I had only noticed for the first time a few days ago the signs around the city with numbers representing the recent recorded level of air pollutants next to the standard "permissible levels". I'd known about the fact that the auto-rickshaws that practically run the streets around here ran on diesel fuel, and having ridden around in them a lot it had occurred to me that I was often stopping at intersections in a wide open-air vehicle surrounded by other motor-vehicles whose exhaust were pumping out fumes at about my eye level.

It wasn't until this week that it finally came to a head.

So while I guess I'm technically not "sick", I'm not in great shape. We're running low on water right now (we get shipments of bottled water from a neighborhood grocery store, but the most recent one was first delayed almost a week and then sent back when one of our teachers saw the shipment and decided he didn't like the brand) but I've been trying to drink as much as possible while leaving enough for my roommate and whichever other five people happen to actually be sick. I'd like to think it helps. In the meantime, I'm just hoping for rain, and will be trying hard to stay out of the auto-rickshaws for a while.

Tuesday, November 7, 2006

Too fast?

I move fast. I like moving fast. I can and will cram as much experience into 24 hours as I can; I like the fact that within the last few days I have seen centuries-old cave temples on the other side of the state, watched movies at the National Film Archive of India, cruised the biggest bazaar in Pune, taken cooking classes with a local yoga teacher, visited an ashram on the northern end of town, and half a dozen other things that I've gotten a chance to try on the spur of the moment.

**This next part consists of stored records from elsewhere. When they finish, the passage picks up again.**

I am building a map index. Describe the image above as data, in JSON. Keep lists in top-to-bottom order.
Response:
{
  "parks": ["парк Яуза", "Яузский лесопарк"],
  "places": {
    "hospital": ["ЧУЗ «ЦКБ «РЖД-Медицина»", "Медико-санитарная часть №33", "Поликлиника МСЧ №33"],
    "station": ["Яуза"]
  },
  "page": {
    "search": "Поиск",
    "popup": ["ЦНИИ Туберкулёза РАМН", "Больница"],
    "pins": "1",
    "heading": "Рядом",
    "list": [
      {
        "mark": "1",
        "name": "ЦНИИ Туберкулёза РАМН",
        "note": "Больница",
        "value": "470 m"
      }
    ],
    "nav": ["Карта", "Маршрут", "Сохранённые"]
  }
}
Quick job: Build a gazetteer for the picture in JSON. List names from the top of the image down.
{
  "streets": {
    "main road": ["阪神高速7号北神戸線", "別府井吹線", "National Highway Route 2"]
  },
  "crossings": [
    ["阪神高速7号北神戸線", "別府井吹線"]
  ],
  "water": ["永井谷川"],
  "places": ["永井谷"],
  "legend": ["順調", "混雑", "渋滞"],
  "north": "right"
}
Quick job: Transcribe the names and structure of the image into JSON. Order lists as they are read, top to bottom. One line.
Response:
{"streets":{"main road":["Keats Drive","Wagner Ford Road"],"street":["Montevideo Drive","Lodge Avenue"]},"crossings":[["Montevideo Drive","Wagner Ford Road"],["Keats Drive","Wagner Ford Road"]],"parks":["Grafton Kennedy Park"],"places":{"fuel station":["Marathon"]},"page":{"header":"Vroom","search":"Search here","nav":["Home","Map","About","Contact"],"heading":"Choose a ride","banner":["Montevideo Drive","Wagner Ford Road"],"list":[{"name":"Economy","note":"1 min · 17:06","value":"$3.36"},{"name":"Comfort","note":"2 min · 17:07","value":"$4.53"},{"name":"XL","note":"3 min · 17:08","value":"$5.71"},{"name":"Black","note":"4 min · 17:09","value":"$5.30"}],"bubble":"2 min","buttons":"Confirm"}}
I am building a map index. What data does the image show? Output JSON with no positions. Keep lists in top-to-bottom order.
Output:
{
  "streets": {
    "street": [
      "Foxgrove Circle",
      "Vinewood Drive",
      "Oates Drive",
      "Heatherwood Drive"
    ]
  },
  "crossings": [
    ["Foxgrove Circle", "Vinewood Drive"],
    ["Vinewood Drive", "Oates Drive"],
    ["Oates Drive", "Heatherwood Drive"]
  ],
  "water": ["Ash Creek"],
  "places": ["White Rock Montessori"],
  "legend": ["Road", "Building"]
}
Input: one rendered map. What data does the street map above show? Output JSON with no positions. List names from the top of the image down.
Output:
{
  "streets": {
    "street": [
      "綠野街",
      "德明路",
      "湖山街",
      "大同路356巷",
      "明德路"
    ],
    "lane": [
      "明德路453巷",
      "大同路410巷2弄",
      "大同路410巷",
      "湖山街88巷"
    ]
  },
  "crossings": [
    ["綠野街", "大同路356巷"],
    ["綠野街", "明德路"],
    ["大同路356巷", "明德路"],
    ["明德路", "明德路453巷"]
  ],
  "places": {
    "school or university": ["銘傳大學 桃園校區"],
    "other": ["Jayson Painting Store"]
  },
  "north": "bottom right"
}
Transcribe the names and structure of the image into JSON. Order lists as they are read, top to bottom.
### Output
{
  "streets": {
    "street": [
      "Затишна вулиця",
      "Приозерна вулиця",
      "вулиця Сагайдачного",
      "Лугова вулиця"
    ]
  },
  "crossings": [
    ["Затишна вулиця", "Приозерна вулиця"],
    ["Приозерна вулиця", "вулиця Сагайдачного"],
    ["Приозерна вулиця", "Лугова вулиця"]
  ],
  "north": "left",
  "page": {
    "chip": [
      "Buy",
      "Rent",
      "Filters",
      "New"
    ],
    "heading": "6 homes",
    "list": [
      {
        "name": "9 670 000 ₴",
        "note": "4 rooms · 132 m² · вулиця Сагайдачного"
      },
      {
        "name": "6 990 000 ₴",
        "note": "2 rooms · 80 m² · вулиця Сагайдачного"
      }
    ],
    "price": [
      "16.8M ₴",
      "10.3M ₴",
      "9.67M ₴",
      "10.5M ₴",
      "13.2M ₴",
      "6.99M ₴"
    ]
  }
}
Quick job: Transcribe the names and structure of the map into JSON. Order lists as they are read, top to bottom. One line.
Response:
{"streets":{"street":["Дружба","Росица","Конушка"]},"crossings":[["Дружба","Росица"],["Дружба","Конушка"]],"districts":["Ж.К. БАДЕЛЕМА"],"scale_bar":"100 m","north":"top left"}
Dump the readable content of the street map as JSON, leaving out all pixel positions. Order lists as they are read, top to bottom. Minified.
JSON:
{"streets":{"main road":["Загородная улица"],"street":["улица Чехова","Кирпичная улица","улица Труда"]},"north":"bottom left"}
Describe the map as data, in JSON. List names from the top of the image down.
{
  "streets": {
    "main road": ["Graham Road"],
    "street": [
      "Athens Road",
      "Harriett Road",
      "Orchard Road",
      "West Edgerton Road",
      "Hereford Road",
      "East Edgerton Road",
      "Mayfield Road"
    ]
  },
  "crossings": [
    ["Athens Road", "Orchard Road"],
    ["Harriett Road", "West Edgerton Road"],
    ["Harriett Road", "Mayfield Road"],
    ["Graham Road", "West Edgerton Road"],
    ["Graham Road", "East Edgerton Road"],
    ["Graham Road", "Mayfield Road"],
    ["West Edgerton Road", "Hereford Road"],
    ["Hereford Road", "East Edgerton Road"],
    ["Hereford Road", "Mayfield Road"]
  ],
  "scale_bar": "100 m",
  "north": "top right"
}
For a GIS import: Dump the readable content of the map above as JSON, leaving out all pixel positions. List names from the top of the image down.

I do all this and still end up thinking I need to get out more.

Already I have only one week left in town, and even though I knew that's what the schedule was going to be it still feels like a surprise. It seems like I only just got back here a couple weeks ago, (...then again, I suppose that's because I did only just get back here a couple weeks ago... hmm.... right). We've got lots more to do and lots more to see and we aren't stopping any time soon.

This comes at a cost. I'm already going to be pretty busy with trips and program outings, not to mention tests, papers, and homework.

The thing is, I've met all these people along the way. But because of the break-neck pace we've been moving at, I've only been able to do that: meet them. We exchange names, email addresses, smiles and waves, then I never see them again because I've run off with the program to trek through ancient ruins or something. Yes, I love the ruins, but I wish I could stick around and actually spend some time with the friends I just might make here. So far, all I've got is a list of contact information for people who I want to see and don't have time for.

Like I said, I don't like missing opportunities.

I have absolutely no regrets about going on a quarter-long program. It fits perfectly into my life; while I'm having a great time here, I'm looking forward to going home in December. But I'm starting to realize that while moving fast fits me and lets gives me an incredible range of experiences, it does mean I'll miss a thing or two along the way.

It feels very strange to relegate real people to the status of “things I missed along the way”.